They could be very dangerous to individuals because it would be very easy for time travelers to inadvertently cause some event in the past that would alter the way our personal histories unfolded. For example, my father was Filipino and lived in the Japanese occupation of the Philippines during World War II. He could easily have been killed by some random act of an occupier or by a bomb dropped by the Americans or from any number of other things. A time traveler might have caused this to happen, even without meaning to, leading to me having never existed.
On the scale of humanity as a whole, there is less danger. It is unlikely that anything would be done in the past to completely destroy humanity. Of course, there is the chance that someone could travel back in time and help Hitler win WWII, thus leading to a much worse world today. But it could just as easily happen the other way and someone could go back and kill Hitler before he could cause the Holocaust.
Luckily, all of this is completely speculative and so we do not have to worry about what could happen due to time travel.

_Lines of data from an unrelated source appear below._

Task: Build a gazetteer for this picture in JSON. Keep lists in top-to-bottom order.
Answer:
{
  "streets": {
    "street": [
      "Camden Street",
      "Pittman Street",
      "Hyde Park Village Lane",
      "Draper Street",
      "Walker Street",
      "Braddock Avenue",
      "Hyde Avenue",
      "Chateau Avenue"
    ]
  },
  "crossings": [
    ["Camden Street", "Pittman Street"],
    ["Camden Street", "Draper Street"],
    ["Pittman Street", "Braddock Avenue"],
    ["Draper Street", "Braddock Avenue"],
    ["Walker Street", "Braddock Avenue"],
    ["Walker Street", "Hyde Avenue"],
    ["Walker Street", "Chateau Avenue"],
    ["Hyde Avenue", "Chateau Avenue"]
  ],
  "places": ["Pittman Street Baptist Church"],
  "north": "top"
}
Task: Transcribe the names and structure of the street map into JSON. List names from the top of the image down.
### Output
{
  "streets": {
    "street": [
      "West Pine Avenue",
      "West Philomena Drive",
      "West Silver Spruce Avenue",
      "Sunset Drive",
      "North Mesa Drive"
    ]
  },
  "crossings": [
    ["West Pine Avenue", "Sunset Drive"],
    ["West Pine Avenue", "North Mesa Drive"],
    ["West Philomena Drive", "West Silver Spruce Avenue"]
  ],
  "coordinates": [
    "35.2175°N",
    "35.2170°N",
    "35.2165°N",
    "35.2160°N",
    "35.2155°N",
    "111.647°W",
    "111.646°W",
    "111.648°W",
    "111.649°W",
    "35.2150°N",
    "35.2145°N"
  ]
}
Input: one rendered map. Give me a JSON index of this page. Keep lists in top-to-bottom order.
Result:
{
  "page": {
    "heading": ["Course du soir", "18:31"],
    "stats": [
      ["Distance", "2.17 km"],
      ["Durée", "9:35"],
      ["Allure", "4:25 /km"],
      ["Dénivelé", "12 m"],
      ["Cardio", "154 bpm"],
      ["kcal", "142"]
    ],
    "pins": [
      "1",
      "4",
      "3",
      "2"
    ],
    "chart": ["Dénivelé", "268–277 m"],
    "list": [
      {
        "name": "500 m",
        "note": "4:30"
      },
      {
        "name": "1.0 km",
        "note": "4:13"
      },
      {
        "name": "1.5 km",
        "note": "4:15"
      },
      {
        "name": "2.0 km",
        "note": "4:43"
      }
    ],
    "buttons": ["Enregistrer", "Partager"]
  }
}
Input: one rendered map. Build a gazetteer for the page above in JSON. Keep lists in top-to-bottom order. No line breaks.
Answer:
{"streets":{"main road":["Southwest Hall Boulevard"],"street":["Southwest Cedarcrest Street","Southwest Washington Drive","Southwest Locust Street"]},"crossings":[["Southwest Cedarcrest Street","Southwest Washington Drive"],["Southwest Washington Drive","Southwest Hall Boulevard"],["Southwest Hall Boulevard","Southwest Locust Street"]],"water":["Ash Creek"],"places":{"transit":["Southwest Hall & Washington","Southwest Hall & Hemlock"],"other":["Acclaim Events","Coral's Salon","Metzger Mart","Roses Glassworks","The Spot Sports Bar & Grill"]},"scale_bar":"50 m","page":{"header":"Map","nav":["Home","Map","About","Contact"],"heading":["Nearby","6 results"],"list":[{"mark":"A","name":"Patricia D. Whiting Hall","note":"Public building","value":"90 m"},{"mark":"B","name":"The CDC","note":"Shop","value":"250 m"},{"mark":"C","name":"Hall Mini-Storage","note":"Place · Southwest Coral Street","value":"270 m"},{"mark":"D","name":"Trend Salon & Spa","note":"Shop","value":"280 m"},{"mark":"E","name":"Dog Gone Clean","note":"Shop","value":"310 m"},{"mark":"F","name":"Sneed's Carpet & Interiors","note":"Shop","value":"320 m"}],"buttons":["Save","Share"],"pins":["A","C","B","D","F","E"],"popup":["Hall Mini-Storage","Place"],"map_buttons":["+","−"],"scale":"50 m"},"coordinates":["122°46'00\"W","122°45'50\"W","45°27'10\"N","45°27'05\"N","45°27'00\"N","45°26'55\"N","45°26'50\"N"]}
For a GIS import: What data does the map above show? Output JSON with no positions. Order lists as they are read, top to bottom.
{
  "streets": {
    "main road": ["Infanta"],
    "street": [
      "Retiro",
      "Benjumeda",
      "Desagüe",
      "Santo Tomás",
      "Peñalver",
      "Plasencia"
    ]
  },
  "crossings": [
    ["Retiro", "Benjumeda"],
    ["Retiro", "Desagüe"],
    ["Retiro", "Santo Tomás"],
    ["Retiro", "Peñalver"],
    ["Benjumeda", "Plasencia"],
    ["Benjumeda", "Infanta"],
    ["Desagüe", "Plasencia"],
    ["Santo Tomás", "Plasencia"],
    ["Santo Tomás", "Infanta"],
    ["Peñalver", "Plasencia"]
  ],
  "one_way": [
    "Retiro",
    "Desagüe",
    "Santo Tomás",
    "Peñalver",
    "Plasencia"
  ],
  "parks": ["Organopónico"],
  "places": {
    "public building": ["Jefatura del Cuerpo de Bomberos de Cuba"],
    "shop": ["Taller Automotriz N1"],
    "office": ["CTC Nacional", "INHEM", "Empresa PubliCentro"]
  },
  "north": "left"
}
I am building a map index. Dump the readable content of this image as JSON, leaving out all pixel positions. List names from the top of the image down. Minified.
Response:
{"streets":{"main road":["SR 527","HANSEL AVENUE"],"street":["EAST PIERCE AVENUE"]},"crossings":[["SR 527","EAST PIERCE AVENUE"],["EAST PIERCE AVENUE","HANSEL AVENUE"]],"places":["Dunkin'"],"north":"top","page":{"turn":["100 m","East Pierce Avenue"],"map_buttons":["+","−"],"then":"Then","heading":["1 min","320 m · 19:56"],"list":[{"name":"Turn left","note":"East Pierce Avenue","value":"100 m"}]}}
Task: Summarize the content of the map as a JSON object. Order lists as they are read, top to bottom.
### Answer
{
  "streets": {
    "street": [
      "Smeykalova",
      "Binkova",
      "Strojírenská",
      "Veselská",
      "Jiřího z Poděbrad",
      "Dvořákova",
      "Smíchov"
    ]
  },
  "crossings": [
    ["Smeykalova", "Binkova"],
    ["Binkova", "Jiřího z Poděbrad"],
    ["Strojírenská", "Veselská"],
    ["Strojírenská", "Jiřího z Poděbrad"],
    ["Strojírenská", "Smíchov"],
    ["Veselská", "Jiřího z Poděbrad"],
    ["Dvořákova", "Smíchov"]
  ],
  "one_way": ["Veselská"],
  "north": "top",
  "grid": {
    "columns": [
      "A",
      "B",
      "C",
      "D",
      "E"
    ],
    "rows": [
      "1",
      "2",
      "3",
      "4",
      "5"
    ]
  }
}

According to Kant, Ouspensky, and other pjilosophers, time does not exist in the universe (ding an sich), but is simply an ordering, taxonomizing device built by the "I am", just as space does not exist in itself but simply as an ordering device ("three dimensions", for example, is a constructed mathematic device for describing objects in space). Does your closet, for example, have an ordering device, or do we simply divide our clothes according to some convenient system--winter clothes, shoes, sweaters, etc.? We "go backwards in time" every time we remember an event--that event isn't somewhere in space--it is in our mind, and we give it the name, "the past". I know this is a difficult idea to grasp, but there are only two pieces of "data"--the "I" and the "Other". Many philosophers have tried to address this concept, Plato among them, but most famously, Descartes, and Martin Buber, and the clearest of all--Ouspensky. Someone once remarked, "Time is an invention of the mind, so that everything doesn't happen at once."